Saved data entries
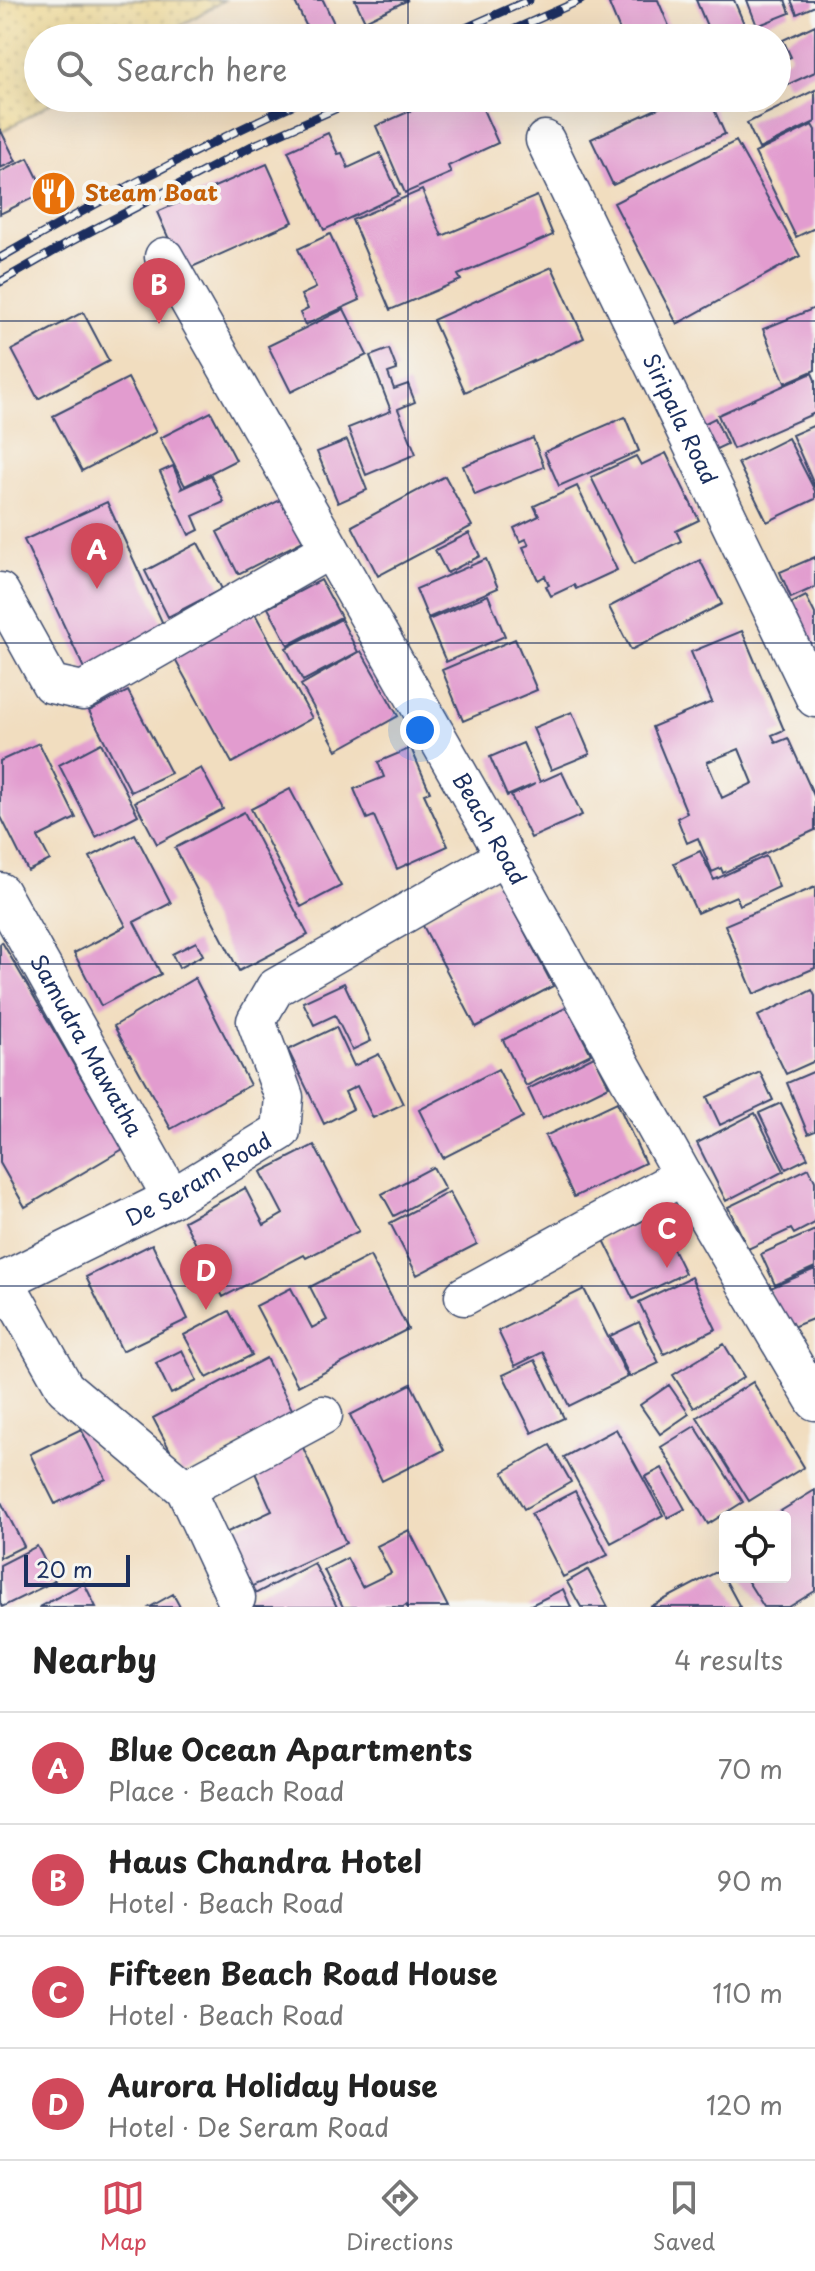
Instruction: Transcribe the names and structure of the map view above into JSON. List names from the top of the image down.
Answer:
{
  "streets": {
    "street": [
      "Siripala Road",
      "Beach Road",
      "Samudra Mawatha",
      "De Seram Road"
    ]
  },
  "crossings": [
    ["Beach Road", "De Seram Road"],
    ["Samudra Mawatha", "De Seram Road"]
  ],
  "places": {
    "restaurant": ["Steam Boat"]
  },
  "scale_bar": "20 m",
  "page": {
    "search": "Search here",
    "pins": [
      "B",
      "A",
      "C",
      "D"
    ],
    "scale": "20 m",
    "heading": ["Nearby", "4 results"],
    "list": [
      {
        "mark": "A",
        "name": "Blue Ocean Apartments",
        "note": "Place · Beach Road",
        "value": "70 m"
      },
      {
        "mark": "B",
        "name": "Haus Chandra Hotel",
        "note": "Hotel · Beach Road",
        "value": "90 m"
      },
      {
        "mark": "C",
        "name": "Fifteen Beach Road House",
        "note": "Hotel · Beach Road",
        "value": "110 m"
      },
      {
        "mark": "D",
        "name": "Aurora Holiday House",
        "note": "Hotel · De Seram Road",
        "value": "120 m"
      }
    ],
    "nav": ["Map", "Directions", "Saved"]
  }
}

Problem to solve — Could you please write out the entries exactly as they are, with every picture left out?

Answer box —
Instruction: Transcribe the names and structure of the map view above into JSON. List names from the top of the image down.
Answer:
{
  "streets": {
    "street": [
      "Siripala Road",
      "Beach Road",
      "Samudra Mawatha",
      "De Seram Road"
    ]
  },
  "crossings": [
    ["Beach Road", "De Seram Road"],
    ["Samudra Mawatha", "De Seram Road"]
  ],
  "places": {
    "restaurant": ["Steam Boat"]
  },
  "scale_bar": "20 m",
  "page": {
    "search": "Search here",
    "pins": [
      "B",
      "A",
      "C",
      "D"
    ],
    "scale": "20 m",
    "heading": ["Nearby", "4 results"],
    "list": [
      {
        "mark": "A",
        "name": "Blue Ocean Apartments",
        "note": "Place · Beach Road",
        "value": "70 m"
      },
      {
        "mark": "B",
        "name": "Haus Chandra Hotel",
        "note": "Hotel · Beach Road",
        "value": "90 m"
      },
      {
        "mark": "C",
        "name": "Fifteen Beach Road House",
        "note": "Hotel · Beach Road",
        "value": "110 m"
      },
      {
        "mark": "D",
        "name": "Aurora Holiday House",
        "note": "Hotel · De Seram Road",
        "value": "120 m"
      }
    ],
    "nav": ["Map", "Directions", "Saved"]
  }
}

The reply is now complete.